■ **The task**
Lines that contain "align" are to be copied from the material, every one of them.
▶
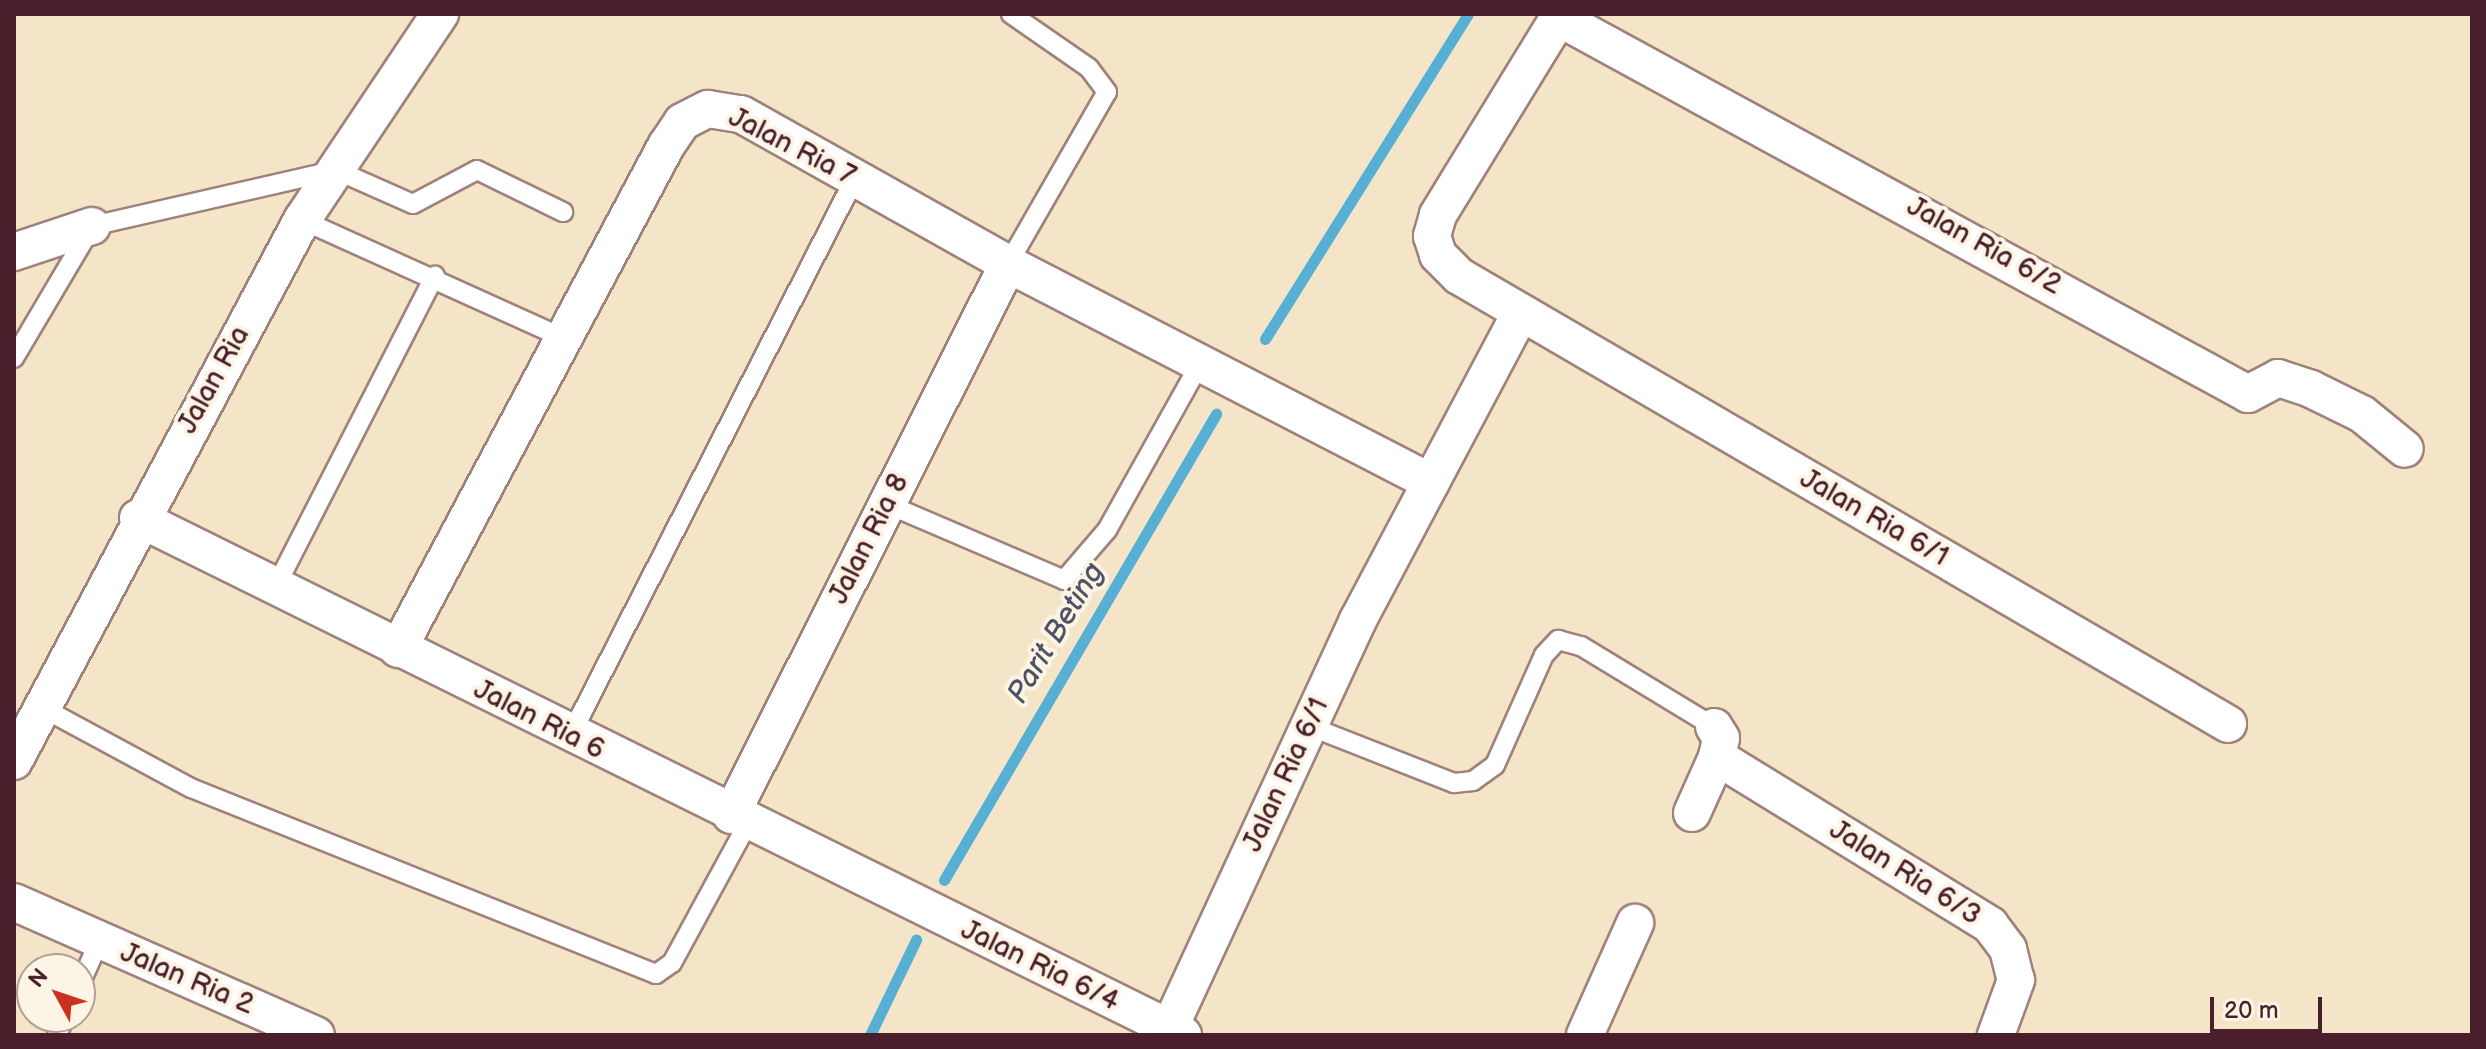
<!DOCTYPE html>
<style>
body{margin:0}
#map{position:relative;width:2486px;height:1049px;overflow:hidden;background:#f4e5c9;font-family:"Balsamiq Sans",sans-serif}
div>[style]{position:absolute}
.stream>*{height:11px;margin:-5.5px;padding:0 5.5px;transform-origin:5.5px;border-radius:5.5px;background:#57afd4}
.roads{filter:drop-shadow(2px 0 #9f827a) drop-shadow(-2px 0 #9f827a) drop-shadow(0 2px #9f827a) drop-shadow(0 -2px #9f827a)}
.service>*{height:18px;margin:-9px;padding:0 9px;transform-origin:9px;border-radius:9px;background:#fff}
.minor>*{height:36px;margin:-18px;padding:0 18px;transform-origin:18px;border-radius:18px;background:#fff}
span{translate:-50% -50%;white-space:nowrap;text-align:center;line-height:1.15;-webkit-text-stroke:8px #fcf5e5;paint-order:stroke}
.street-label{font-size:28px;color:#4a1f2b}
.water-label{font-size:30px;color:#4f5166;font-style:italic}
.frame{position:absolute;inset:0;border:16px solid #4a1f2b;pointer-events:none}
.north{position:absolute;left:16px;top:953px;width:80px;height:80px;box-sizing:border-box;background:#fcf5e5;border:2px solid #b59f9b;border-radius:50%;rotate:310deg;font-size:22px;font-weight:700;line-height:32px;text-align:center;color:#4a1f2b}
.north::after{content:'';display:block;margin:auto;width:28px;height:36px;background:#c8321e;clip-path:polygon(50% 0,100% 100%,50% 72%,0 100%)}
.scale{position:absolute;left:2210px;top:997px;width:112px;height:36px;box-sizing:border-box;border:4px solid #4a1f2b;border-top:0;padding-left:10px;font-size:24px;line-height:28px;white-space:nowrap;color:#4a1f2b;-webkit-text-stroke:6px #fcf5e5;paint-order:stroke}
</style>
<div id="map">
<div class="stream">
<div style="left:1265px;top:339px;width:383px;rotate:-58deg"></div>
<div style="left:944px;top:880px;width:540px;rotate:-59.73deg"></div>
<div style="left:870px;top:1035px;width:106px;rotate:-64.2deg"></div>
</div>
<div class="roads">
<div class="service">
<div style="left:302px;top:220px;width:286px;rotate:24.3deg"></div>
<div style="left:1008px;top:264px;width:198px;rotate:-60.1deg"></div>
<div style="left:1107px;top:92px;width:30px;rotate:-127deg"></div>
<div style="left:1089px;top:68px;width:95px;rotate:-145.3deg"></div>
<div style="left:14px;top:358px;width:153px;rotate:-59.4deg"></div>
<div style="left:92px;top:226px;width:250px;rotate:-12.9deg"></div>
<div style="left:336px;top:170px;width:84px;rotate:23.8deg"></div>
<div style="left:413px;top:204px;width:72px;rotate:-28deg"></div>
<div style="left:477px;top:170px;width:96px;rotate:26deg"></div>
<div style="left:887px;top:504px;width:193px;rotate:23.2deg"></div>
<div style="left:1064px;top:580px;width:66px;rotate:-49.3deg"></div>
<div style="left:1107px;top:530px;width:193px;rotate:-60.8deg"></div>
<div style="left:275px;top:588px;width:351px;rotate:-62.9deg"></div>
<div style="left:41px;top:707px;width:170px;rotate:28.4deg"></div>
<div style="left:191px;top:788px;width:501px;rotate:21.8deg"></div>
<div style="left:656px;top:974px;width:19px;rotate:-35deg"></div>
<div style="left:672px;top:963px;width:159px;rotate:-61.5deg"></div>
<div style="left:1309px;top:726px;width:156px;rotate:21.5deg"></div>
<div style="left:1454px;top:783px;width:19px;rotate:-6deg"></div>
<div style="left:1473px;top:781px;width:27px;rotate:-36deg"></div>
<div style="left:1495px;top:765px;width:120px;rotate:-66deg"></div>
<div style="left:1544px;top:655px;width:21px;rotate:-47deg"></div>
<div style="left:1558px;top:640px;width:24px;rotate:15deg"></div>
<div style="left:1581px;top:646px;width:156px;rotate:31.3deg"></div>
<div style="left:570px;top:736px;width:627px;rotate:-62.94deg"></div>
<div style="left:80px;top:984px;width:46px;rotate:-65.7deg"></div>
<div style="left:57px;top:1035px;width:20px;rotate:-66deg"></div>
</div>
<div class="minor">
<div style="left:1561px;top:14px;width:236px;rotate:121.5deg"></div>
<div style="left:1438px;top:215px;width:22px;rotate:106deg"></div>
<div style="left:1432px;top:236px;width:20px;rotate:72deg"></div>
<div style="left:1438px;top:255px;width:30px;rotate:45deg"></div>
<div style="left:1459px;top:276px;width:890px;rotate:30.22deg"></div>
<div style="left:1559px;top:18px;width:785px;rotate:28.62deg"></div>
<div style="left:2248px;top:394px;width:34px;rotate:-28deg"></div>
<div style="left:2278px;top:378px;width:35px;rotate:18deg"></div>
<div style="left:2311px;top:389px;width:57px;rotate:26.1deg"></div>
<div style="left:2362px;top:414px;width:55px;rotate:39.1deg"></div>
<div style="left:14px;top:252px;width:82px;rotate:-18.4deg"></div>
<div style="left:138px;top:518px;width:1166px;rotate:26.32deg"></div>
<div style="left:398px;top:649px;width:570px;rotate:-61.95deg"></div>
<div style="left:666px;top:146px;width:29px;rotate:-56deg"></div>
<div style="left:682px;top:122px;width:29px;rotate:-27deg"></div>
<div style="left:708px;top:109px;width:33px;rotate:9deg"></div>
<div style="left:741px;top:114px;width:306px;rotate:29.3deg"></div>
<div style="left:1008px;top:264px;width:476px;rotate:27.3deg"></div>
<div style="left:1717px;top:757px;width:321px;rotate:31.6deg"></div>
<div style="left:1990px;top:925px;width:30px;rotate:53deg"></div>
<div style="left:2008px;top:949px;width:32px;rotate:76deg"></div>
<div style="left:2016px;top:980px;width:59px;rotate:110deg"></div>
<div style="left:14px;top:761px;width:613px;rotate:-61.97deg"></div>
<div style="left:302px;top:220px;width:248px;rotate:-56.2deg"></div>
<div style="left:1692px;top:813px;width:61px;rotate:-65.9deg"></div>
<div style="left:1717px;top:757px;width:19px;rotate:-78deg"></div>
<div style="left:1721px;top:738px;width:13px;rotate:-122deg"></div>
<div style="left:731px;top:815px;width:617px;rotate:-63.31deg"></div>
<div style="left:14px;top:902px;width:330px;rotate:23.8deg"></div>
<div style="left:1169px;top:1029px;width:451px;rotate:-65.2deg"></div>
<div style="left:1358px;top:620px;width:348px;rotate:-62.1deg"></div>
<div style="left:1585px;top:1035px;width:123px;rotate:-65.9deg"></div>
</div>
</div>
<div class="street-label">
<span style="left:792px;top:147px;rotate:27deg">Jalan Ria 7</span>
<span style="left:1984px;top:246px;rotate:29deg">Jalan Ria 6/2</span>
<span style="left:214px;top:380px;rotate:-61deg">Jalan Ria</span>
<span style="left:1874px;top:518px;rotate:30deg">Jalan Ria 6/1</span>
<span style="left:869px;top:539px;rotate:-63deg">Jalan Ria 8</span>
<span style="left:539px;top:720px;rotate:27deg">Jalan Ria 6</span>
<span style="left:1286px;top:775px;rotate:-65deg">Jalan Ria 6/1</span>
<span style="left:1905px;top:873px;rotate:32deg">Jalan Ria 6/3</span>
<span style="left:1040px;top:966px;rotate:26deg">Jalan Ria 6/4</span>
<span style="left:187px;top:979px;rotate:23deg">Jalan Ria 2</span>
</div>
<div class="water-label">
<span style="left:1056px;top:633px;rotate:-59deg">Parit Beting</span>
</div>
<div class="frame"></div>
<div class="north">N</div>
<div class="scale">20 m</div>
</div>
◀
■ **Reply to the exercise**
span{translate:-50% -50%;white-space:nowrap;text-align:center;line-height:1.15;-webkit-text-stroke:8px #fcf5e5;paint-order:stroke}
.north{position:absolute;left:16px;top:953px;width:80px;height:80px;box-sizing:border-box;background:#fcf5e5;border:2px solid #b59f9b;border-radius:50%;rotate:310deg;font-size:22px;font-weight:700;line-height:32px;text-align:center;color:#4a1f2b}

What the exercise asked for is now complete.